◆ ASSIGNMENT
Lines of the listing below that contain the string "halo" are to be returned.
-=-=-
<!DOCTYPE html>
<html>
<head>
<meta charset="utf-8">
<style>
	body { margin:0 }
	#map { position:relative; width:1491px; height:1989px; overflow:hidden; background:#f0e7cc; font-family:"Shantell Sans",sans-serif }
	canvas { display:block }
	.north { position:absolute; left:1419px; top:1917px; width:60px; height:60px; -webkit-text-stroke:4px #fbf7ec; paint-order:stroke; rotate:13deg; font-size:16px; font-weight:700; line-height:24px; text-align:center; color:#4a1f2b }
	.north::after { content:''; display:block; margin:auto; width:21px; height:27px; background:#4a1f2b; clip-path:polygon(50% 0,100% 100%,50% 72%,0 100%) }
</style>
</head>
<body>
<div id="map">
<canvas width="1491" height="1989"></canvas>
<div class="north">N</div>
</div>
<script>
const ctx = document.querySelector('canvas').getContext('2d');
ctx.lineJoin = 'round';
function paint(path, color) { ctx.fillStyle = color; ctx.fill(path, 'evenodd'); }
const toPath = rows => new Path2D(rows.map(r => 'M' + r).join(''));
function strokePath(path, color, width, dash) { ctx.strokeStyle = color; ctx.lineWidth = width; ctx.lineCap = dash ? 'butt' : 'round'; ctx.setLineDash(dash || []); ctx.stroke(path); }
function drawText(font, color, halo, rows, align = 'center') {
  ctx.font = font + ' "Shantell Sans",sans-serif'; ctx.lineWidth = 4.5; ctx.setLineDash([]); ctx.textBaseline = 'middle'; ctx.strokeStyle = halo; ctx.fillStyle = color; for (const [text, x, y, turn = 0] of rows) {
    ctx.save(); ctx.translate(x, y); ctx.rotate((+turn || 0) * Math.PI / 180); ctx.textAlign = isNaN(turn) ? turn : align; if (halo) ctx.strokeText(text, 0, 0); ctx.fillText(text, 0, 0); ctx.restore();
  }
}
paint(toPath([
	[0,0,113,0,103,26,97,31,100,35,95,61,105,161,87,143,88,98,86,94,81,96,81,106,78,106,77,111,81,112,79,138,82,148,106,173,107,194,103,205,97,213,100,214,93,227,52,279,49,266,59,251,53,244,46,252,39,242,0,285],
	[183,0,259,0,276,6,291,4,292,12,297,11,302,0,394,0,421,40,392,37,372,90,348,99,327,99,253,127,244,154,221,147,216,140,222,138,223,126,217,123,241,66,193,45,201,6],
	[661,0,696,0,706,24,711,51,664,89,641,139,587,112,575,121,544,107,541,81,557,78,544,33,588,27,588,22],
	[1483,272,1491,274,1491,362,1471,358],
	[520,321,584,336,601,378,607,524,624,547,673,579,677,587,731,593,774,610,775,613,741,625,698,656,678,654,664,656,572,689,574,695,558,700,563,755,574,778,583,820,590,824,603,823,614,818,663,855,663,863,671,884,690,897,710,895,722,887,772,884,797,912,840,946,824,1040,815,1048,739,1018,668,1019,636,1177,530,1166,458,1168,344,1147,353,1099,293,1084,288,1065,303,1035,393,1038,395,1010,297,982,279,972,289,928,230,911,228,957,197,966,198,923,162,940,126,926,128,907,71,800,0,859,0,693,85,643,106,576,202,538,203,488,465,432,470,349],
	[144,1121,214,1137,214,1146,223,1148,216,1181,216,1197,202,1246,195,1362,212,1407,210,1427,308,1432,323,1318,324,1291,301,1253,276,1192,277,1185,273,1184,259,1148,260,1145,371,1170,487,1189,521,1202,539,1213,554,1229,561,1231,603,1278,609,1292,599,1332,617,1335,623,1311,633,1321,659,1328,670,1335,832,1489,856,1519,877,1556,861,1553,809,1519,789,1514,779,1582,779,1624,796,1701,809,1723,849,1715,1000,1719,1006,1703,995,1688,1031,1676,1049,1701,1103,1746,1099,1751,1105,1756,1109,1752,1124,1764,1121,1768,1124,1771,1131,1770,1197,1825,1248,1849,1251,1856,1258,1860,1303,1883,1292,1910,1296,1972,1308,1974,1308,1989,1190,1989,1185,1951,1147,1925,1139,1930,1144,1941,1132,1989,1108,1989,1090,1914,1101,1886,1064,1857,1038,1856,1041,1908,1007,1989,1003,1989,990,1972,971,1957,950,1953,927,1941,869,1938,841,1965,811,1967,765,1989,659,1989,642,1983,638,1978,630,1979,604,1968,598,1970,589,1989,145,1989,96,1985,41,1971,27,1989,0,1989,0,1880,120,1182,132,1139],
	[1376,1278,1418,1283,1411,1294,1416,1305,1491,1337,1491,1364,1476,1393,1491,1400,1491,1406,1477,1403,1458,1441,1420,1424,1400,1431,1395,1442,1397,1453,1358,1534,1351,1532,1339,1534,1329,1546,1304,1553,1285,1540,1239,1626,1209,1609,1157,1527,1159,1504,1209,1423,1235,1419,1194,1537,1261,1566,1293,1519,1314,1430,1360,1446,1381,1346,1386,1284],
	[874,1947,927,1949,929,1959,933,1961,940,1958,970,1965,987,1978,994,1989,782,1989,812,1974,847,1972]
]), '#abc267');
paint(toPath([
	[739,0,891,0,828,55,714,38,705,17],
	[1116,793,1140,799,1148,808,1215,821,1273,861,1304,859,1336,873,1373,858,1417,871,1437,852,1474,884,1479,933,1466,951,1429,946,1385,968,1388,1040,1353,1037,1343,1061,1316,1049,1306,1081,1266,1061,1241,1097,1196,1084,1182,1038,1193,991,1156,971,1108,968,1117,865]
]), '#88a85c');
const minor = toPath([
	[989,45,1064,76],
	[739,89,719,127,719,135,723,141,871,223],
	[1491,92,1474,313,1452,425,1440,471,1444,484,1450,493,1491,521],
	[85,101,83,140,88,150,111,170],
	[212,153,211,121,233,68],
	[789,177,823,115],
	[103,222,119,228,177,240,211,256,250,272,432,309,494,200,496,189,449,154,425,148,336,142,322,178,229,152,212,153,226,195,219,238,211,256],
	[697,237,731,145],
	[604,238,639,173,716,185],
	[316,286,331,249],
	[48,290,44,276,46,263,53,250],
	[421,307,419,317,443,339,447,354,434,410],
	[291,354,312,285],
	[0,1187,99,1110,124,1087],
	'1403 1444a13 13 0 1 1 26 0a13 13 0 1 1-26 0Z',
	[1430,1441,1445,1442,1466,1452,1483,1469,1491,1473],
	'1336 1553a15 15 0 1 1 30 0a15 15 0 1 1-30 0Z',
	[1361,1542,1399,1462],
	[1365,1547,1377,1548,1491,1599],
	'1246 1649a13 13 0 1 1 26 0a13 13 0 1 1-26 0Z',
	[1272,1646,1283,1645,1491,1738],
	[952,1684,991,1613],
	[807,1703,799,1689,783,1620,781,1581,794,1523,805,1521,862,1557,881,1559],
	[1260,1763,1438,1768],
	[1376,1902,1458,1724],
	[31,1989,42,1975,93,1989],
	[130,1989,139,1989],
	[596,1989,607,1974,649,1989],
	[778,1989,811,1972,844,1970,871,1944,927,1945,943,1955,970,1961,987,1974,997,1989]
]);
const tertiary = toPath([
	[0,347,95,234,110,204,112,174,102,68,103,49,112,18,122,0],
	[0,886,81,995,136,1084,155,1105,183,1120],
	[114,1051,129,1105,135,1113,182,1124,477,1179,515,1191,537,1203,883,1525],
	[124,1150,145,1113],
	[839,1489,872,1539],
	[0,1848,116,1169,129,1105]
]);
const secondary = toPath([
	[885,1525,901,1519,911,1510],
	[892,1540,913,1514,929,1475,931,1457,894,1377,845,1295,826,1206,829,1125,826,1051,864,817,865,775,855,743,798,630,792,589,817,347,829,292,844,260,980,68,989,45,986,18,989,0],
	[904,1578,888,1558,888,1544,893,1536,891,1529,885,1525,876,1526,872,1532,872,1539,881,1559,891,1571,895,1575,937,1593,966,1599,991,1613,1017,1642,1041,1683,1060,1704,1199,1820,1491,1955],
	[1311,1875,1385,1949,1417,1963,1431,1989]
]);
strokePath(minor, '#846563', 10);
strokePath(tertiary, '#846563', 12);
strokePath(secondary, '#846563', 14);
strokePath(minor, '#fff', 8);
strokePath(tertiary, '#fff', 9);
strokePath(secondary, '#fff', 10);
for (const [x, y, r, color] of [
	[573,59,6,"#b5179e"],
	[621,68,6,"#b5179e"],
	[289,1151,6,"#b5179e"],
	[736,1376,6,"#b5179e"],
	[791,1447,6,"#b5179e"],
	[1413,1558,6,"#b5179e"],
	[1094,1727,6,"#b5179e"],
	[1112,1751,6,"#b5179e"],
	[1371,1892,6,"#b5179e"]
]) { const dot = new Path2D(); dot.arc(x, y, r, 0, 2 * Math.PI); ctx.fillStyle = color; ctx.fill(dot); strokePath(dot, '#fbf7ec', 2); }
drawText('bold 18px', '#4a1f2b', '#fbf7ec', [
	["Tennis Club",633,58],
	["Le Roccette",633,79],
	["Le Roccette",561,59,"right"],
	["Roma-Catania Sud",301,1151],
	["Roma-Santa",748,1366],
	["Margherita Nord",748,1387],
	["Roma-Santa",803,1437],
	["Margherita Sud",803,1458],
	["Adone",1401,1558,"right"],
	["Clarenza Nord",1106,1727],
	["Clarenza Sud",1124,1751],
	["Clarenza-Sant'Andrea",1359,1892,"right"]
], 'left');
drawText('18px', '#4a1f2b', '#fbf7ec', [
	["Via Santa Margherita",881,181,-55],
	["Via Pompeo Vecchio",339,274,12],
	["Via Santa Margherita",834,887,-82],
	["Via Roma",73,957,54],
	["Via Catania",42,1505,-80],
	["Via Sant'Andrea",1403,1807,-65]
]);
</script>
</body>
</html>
-=-=-
◆ YOUR SOLUTION
function drawText(font, color, halo, rows, align = 'center') {
  ctx.font = font + ' "Shantell Sans",sans-serif'; ctx.lineWidth = 4.5; ctx.setLineDash([]); ctx.textBaseline = 'middle'; ctx.strokeStyle = halo; ctx.fillStyle = color; for (const [text, x, y, turn = 0] of rows) {
    ctx.save(); ctx.translate(x, y); ctx.rotate((+turn || 0) * Math.PI / 180); ctx.textAlign = isNaN(turn) ? turn : align; if (halo) ctx.strokeText(text, 0, 0); ctx.fillText(text, 0, 0); ctx.restore();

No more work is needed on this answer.